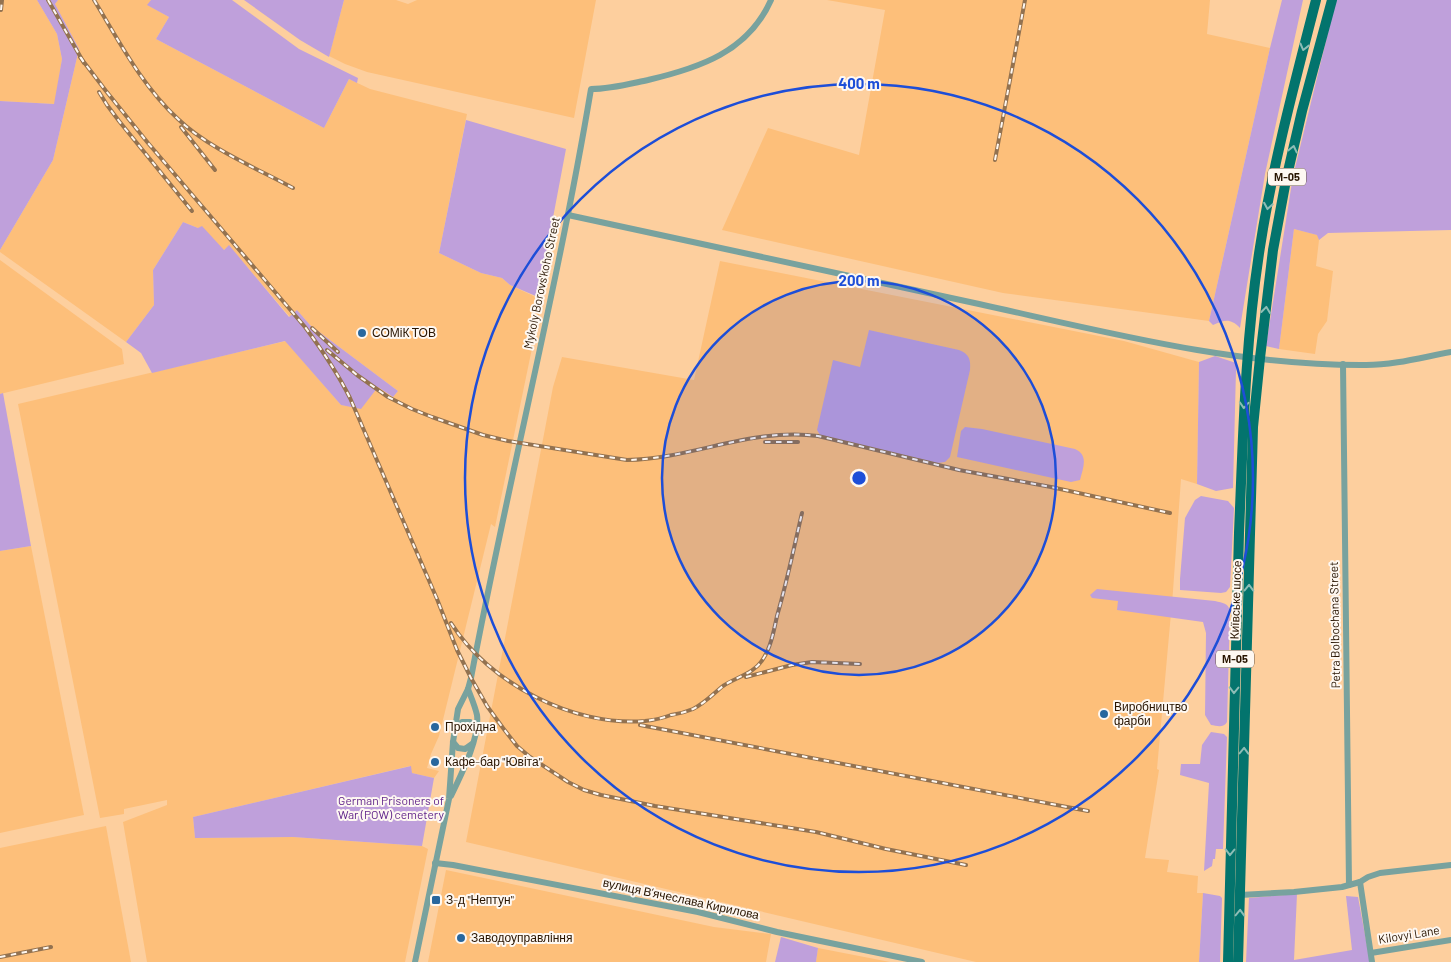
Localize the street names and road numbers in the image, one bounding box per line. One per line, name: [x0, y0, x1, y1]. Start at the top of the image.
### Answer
road number: М-05: [1268, 168, 1306, 186]
street label: Mykoly Borovs'koho Street: [520, 216, 562, 350]
street label: Київське шосе: [1227, 560, 1243, 640]
street label: Petra Bolbochana Street: [1326, 561, 1342, 689]
road number: М-05: [1216, 651, 1254, 668]
street label: вулиця Вʼячеслава Кирилова: [602, 875, 761, 922]
street label: Kilovyi Lane: [1377, 922, 1440, 946]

## Problem requirements
Output the entries above exactly, without their pictures.

## Response to the exercise
Localize the street names and road numbers in the image, one bounding box per line. One per line, name: [x0, y0, x1, y1]. Start at the top of the image.
### Answer
road number: М-05: [1268, 168, 1306, 186]
street label: Mykoly Borovs'koho Street: [520, 216, 562, 350]
street label: Київське шосе: [1227, 560, 1243, 640]
street label: Petra Bolbochana Street: [1326, 561, 1342, 689]
road number: М-05: [1216, 651, 1254, 668]
street label: вулиця Вʼячеслава Кирилова: [602, 875, 761, 922]
street label: Kilovyi Lane: [1377, 922, 1440, 946]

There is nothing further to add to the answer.